GOAL OF THE EXERCISE =>
Copy out each line of the data that contains "worn".

#### TASK INPUTS

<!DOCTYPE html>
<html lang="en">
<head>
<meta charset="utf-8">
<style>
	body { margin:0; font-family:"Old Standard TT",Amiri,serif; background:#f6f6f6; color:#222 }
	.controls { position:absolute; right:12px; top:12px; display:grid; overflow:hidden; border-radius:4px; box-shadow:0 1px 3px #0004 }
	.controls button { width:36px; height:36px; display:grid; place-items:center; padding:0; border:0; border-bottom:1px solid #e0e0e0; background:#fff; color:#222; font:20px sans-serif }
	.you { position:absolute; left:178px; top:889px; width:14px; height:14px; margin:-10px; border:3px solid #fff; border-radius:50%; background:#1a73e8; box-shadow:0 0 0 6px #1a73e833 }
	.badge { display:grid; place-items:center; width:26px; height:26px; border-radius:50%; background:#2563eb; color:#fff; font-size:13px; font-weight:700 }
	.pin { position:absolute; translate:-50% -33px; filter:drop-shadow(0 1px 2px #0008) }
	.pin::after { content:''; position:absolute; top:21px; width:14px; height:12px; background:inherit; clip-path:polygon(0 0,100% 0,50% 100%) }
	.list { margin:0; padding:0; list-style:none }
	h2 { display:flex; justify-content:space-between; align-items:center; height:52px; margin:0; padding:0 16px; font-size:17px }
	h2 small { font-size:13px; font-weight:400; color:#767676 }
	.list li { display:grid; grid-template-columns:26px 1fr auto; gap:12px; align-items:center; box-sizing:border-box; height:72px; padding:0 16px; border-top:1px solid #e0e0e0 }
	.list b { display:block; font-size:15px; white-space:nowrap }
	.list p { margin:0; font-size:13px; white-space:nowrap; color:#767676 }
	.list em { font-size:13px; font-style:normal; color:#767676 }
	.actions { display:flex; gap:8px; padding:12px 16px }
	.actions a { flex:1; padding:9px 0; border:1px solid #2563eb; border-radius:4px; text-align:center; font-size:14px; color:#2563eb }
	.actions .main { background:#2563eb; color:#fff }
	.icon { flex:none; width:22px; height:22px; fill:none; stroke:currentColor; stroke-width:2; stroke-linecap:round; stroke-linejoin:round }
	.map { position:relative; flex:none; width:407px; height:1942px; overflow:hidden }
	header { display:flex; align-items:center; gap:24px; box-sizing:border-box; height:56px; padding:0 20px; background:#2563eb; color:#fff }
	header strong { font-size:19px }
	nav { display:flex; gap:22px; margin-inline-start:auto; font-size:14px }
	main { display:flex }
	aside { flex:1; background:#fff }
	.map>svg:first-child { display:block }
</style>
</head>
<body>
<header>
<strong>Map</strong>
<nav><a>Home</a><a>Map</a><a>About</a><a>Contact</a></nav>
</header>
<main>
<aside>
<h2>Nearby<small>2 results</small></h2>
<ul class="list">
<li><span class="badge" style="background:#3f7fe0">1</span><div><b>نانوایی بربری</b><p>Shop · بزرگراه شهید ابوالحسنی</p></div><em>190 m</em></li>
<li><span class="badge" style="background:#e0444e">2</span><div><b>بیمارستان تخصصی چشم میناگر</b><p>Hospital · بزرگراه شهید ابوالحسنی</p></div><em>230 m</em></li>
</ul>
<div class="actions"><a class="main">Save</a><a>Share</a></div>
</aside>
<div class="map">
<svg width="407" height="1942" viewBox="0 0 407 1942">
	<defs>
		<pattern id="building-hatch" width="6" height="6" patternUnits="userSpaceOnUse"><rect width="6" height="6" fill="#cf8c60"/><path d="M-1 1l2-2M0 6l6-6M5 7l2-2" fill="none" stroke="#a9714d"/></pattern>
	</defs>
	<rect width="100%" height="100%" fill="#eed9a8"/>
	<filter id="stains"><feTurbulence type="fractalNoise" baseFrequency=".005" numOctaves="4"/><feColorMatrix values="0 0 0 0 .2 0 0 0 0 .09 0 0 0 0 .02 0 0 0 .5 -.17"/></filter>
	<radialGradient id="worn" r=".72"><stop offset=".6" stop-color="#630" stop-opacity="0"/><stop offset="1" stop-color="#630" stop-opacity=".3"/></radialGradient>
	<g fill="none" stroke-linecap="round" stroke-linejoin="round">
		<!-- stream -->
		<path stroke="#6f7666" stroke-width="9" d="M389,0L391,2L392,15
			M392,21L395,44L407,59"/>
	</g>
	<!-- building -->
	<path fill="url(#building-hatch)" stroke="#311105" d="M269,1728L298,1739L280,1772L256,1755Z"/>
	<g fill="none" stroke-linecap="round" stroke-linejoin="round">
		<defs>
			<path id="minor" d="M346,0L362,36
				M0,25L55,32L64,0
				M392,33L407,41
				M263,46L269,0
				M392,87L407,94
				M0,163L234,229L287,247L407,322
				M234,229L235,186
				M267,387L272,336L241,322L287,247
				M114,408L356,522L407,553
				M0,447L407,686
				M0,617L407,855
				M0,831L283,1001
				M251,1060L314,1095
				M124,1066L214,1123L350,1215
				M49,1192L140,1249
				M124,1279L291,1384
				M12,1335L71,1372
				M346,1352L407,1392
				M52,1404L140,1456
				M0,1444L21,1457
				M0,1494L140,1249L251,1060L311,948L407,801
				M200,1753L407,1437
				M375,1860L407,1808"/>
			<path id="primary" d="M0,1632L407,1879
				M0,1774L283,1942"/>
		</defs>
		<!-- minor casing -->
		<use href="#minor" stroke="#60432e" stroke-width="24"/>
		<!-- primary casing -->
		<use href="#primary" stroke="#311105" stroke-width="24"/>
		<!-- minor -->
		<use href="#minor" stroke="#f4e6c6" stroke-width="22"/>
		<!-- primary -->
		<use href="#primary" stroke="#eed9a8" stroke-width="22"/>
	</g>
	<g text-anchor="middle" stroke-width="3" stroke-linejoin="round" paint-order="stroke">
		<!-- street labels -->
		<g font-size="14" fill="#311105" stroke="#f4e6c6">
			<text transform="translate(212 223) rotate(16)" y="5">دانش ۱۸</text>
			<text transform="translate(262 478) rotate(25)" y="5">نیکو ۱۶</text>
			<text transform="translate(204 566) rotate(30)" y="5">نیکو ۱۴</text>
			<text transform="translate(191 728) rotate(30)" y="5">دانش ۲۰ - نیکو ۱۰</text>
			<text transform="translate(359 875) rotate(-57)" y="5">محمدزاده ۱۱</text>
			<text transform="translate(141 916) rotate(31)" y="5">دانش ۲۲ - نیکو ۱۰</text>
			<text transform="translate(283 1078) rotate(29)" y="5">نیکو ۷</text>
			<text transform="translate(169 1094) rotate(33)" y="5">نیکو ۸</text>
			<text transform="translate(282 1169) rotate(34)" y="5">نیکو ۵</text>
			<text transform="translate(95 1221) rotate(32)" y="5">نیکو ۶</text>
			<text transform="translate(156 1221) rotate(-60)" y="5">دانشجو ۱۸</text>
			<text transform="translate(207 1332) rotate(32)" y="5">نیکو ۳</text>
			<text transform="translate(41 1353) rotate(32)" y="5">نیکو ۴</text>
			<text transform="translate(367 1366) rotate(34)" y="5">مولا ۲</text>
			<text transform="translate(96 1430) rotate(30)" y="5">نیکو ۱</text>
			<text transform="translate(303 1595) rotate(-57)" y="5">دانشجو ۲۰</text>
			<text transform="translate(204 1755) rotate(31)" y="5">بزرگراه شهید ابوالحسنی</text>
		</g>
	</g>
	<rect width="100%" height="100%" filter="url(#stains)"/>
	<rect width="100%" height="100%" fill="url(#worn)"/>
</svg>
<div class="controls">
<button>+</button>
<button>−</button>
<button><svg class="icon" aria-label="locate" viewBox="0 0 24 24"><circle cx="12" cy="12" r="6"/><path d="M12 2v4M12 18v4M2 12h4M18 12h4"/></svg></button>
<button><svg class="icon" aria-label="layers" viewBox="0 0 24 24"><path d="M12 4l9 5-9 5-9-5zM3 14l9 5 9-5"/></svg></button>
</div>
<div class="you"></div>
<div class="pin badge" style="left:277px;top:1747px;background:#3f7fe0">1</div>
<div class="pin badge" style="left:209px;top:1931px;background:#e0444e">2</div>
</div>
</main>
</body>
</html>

########
#### TASK INPUTS

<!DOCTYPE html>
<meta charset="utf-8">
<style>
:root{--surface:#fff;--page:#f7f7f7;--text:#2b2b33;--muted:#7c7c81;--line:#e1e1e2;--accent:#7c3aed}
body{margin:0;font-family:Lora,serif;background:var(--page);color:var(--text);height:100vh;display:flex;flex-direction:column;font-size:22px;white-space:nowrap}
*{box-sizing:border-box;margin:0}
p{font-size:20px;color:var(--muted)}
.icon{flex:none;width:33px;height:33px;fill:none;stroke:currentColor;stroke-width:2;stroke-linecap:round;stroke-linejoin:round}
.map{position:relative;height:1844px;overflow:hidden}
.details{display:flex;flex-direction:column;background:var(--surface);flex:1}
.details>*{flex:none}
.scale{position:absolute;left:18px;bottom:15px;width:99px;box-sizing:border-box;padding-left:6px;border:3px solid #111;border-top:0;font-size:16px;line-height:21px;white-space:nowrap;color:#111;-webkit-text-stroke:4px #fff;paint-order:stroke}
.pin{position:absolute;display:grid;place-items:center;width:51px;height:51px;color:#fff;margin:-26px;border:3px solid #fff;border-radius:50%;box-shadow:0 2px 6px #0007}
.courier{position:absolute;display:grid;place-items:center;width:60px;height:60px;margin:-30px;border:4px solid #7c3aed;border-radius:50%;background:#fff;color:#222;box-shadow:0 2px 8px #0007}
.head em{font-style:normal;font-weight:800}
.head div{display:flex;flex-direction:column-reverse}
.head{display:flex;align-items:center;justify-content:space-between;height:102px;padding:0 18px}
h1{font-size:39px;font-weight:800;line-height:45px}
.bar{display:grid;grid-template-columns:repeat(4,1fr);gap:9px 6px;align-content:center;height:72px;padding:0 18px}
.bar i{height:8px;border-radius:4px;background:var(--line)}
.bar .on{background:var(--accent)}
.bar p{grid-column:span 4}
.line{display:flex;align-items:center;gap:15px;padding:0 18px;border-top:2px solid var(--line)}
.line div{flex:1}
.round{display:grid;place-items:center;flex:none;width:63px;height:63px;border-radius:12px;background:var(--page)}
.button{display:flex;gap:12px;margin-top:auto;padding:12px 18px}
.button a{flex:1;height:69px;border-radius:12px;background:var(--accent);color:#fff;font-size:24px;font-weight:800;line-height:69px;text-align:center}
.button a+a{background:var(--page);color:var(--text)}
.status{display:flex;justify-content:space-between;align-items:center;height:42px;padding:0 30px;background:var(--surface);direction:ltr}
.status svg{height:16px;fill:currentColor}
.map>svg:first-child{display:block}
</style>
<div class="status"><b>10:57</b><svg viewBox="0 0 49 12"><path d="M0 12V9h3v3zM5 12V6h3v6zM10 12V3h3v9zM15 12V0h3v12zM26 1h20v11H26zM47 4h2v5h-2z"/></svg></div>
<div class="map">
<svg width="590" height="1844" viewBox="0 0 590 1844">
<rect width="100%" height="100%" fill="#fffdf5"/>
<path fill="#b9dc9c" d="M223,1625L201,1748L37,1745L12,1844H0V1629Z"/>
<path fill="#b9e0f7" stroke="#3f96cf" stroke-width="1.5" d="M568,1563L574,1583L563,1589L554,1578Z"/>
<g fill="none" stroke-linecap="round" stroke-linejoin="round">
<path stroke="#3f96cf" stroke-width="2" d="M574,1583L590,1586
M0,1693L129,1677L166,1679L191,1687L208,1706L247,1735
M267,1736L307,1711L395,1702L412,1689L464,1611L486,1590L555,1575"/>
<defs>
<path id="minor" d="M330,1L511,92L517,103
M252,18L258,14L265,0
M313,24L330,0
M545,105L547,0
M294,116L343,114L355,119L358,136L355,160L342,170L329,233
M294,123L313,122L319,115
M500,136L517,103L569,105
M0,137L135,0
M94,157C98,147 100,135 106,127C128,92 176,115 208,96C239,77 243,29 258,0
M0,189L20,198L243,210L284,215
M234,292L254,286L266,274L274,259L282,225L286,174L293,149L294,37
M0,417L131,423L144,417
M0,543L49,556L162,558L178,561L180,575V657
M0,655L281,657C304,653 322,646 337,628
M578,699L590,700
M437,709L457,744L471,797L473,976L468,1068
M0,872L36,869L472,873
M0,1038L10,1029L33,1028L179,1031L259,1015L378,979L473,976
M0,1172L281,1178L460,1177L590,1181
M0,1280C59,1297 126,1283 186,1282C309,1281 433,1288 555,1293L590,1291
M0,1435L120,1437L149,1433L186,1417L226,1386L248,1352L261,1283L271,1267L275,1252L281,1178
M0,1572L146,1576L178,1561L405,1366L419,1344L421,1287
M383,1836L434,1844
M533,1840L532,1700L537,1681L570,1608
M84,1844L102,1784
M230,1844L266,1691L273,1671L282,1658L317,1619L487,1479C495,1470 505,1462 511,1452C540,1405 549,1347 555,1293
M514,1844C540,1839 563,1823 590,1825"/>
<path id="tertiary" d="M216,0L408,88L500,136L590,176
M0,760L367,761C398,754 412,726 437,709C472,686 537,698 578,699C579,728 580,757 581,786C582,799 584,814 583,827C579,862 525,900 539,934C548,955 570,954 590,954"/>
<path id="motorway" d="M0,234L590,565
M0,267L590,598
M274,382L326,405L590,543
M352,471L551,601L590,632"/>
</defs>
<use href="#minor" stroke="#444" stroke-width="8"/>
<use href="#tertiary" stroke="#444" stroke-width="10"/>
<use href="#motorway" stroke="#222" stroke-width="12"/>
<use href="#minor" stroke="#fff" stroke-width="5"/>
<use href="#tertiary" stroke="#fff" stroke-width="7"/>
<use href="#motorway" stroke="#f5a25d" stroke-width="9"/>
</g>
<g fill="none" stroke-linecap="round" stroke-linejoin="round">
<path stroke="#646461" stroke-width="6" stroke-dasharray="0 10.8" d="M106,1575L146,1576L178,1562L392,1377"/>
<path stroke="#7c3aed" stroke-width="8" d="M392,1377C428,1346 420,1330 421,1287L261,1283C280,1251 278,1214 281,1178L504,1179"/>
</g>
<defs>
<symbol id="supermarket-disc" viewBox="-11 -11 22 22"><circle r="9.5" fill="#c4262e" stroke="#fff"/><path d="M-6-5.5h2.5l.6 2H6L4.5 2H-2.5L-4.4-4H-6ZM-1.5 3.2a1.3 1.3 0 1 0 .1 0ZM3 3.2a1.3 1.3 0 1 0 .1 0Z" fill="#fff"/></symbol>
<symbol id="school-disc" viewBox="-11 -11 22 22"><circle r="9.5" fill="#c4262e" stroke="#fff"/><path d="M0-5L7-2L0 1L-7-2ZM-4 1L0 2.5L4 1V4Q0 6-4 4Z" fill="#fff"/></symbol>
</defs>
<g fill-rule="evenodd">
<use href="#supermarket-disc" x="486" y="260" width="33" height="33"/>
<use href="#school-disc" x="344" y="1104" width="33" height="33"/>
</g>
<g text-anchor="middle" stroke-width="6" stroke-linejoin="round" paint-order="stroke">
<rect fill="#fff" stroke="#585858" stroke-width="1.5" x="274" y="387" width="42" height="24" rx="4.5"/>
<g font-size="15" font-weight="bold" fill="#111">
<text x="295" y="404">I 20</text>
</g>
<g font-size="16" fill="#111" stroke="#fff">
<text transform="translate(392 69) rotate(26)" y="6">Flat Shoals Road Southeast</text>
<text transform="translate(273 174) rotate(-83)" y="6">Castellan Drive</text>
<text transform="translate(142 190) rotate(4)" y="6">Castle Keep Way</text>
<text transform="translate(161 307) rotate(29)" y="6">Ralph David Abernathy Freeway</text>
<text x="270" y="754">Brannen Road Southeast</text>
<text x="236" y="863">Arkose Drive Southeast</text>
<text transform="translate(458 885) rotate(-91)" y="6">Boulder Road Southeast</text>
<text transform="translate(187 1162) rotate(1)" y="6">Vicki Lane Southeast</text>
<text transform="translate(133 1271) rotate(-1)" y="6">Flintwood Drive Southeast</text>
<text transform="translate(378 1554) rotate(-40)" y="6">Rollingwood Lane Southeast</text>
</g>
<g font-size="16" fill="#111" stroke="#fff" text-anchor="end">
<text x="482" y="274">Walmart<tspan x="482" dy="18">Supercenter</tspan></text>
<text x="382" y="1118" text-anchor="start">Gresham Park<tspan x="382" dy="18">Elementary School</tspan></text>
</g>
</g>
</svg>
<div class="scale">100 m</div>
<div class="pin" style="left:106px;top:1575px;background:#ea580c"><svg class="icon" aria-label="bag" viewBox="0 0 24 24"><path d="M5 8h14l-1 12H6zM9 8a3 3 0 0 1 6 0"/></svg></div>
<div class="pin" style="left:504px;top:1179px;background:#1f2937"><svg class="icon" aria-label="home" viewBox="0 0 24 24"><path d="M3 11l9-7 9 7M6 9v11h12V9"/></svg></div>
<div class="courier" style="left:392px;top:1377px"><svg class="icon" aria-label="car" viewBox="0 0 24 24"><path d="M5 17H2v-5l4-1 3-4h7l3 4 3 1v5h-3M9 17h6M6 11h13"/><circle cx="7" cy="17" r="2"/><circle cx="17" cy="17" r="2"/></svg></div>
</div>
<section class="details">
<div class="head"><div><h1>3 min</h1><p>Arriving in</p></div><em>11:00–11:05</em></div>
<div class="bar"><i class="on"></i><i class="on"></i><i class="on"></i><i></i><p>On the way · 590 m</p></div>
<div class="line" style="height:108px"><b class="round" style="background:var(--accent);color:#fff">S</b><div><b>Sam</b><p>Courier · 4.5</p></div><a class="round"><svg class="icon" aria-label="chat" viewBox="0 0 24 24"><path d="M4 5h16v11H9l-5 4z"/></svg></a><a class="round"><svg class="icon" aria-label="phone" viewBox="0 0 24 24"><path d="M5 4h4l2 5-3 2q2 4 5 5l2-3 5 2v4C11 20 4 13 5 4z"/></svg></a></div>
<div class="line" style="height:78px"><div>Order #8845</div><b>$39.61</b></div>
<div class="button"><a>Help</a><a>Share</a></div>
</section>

########

ANSWER TO THE EXERCISE =>
	<radialGradient id="worn" r=".72"><stop offset=".6" stop-color="#630" stop-opacity="0"/><stop offset="1" stop-color="#630" stop-opacity=".3"/></radialGradient>
	<rect width="100%" height="100%" fill="url(#worn)"/>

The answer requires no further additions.